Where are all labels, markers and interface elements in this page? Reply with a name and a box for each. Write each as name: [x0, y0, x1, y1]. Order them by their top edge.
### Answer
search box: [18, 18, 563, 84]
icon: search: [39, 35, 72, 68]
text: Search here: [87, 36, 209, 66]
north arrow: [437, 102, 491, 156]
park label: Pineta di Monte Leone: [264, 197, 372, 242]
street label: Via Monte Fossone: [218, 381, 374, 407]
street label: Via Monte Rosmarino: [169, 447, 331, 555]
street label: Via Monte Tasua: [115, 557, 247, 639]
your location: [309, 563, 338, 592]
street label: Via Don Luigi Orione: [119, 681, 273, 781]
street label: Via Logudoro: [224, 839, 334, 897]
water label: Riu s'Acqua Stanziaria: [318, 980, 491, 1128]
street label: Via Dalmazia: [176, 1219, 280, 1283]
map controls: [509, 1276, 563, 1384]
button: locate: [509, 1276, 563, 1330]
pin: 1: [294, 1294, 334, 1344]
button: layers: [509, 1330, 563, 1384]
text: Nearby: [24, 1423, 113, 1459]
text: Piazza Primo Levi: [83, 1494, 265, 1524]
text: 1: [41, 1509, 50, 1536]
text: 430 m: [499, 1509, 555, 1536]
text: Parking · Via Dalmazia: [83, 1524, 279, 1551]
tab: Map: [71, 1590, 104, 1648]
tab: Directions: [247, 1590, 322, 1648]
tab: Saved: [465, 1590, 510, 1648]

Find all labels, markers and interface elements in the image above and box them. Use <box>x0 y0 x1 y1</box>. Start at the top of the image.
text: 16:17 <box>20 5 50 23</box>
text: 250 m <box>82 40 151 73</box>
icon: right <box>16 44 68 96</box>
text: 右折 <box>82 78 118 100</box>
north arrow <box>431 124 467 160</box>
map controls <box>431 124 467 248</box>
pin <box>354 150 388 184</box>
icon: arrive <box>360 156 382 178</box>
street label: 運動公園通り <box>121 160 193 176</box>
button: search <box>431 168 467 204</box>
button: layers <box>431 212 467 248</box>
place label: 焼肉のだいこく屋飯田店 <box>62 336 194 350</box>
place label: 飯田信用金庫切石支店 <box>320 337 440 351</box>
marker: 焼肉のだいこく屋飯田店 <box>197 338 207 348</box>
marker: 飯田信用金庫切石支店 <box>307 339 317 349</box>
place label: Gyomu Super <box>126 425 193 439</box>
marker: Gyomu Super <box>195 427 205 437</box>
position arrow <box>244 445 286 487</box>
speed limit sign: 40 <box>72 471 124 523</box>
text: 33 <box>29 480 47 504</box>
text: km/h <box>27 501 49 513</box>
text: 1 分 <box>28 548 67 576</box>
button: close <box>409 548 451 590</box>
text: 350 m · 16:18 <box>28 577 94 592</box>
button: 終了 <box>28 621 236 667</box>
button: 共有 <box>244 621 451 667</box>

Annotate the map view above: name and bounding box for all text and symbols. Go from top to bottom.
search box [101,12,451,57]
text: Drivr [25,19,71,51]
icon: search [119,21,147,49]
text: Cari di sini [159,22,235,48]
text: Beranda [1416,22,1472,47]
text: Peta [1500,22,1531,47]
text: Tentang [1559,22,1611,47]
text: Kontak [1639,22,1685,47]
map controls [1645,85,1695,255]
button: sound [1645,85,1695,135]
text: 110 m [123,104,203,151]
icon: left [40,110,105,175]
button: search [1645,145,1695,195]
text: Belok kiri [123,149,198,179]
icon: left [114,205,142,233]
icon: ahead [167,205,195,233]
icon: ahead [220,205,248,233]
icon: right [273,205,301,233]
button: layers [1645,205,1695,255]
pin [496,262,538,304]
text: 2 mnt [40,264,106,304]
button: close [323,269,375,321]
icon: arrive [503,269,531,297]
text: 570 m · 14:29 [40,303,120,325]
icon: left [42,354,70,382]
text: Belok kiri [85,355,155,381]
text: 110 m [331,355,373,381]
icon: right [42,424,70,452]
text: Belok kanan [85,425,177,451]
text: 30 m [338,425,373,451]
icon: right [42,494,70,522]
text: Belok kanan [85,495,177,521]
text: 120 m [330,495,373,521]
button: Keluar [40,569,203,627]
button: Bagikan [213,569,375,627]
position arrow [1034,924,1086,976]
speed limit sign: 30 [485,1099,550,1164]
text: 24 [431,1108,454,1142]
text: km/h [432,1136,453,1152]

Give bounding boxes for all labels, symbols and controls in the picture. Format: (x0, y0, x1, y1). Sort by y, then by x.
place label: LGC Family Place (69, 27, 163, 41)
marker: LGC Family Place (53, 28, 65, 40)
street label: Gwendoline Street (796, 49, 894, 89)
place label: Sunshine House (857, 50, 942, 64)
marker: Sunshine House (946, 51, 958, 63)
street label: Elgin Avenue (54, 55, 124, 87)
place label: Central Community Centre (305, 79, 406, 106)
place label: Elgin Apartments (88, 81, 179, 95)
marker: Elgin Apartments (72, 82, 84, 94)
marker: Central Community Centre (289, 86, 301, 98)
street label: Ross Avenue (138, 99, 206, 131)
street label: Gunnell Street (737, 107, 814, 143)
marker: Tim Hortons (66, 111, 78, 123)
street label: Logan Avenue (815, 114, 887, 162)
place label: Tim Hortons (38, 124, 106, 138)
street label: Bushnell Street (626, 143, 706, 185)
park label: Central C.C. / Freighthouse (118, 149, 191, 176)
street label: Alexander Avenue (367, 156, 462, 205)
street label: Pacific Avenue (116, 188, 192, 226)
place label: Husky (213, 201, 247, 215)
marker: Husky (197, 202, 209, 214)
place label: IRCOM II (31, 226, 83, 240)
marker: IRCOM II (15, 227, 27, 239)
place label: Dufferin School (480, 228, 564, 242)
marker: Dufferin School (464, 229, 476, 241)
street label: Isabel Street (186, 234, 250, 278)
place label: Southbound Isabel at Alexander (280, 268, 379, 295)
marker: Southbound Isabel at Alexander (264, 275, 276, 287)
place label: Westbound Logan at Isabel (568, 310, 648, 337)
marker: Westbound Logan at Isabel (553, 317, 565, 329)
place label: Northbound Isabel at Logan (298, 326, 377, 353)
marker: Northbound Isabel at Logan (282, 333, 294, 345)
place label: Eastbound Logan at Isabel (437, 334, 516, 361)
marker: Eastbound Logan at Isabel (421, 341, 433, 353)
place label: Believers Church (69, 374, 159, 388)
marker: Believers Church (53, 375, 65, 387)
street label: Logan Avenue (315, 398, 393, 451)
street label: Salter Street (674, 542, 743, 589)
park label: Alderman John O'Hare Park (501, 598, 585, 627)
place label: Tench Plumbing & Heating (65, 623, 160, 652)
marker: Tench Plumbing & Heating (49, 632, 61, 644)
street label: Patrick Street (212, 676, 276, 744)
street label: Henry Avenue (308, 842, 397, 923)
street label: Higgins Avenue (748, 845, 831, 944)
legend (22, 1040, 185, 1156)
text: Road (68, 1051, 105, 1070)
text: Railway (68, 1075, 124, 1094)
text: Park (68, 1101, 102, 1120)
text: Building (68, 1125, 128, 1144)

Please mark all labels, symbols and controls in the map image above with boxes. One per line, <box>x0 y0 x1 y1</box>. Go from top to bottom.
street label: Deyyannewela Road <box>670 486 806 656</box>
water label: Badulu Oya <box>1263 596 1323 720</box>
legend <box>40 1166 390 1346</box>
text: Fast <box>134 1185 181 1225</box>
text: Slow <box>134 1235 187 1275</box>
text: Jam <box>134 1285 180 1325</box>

..............................

Within the entries, count the lines containing the string "Tench" and state nothing but the result.

■ **ANSWER SECTION**: 2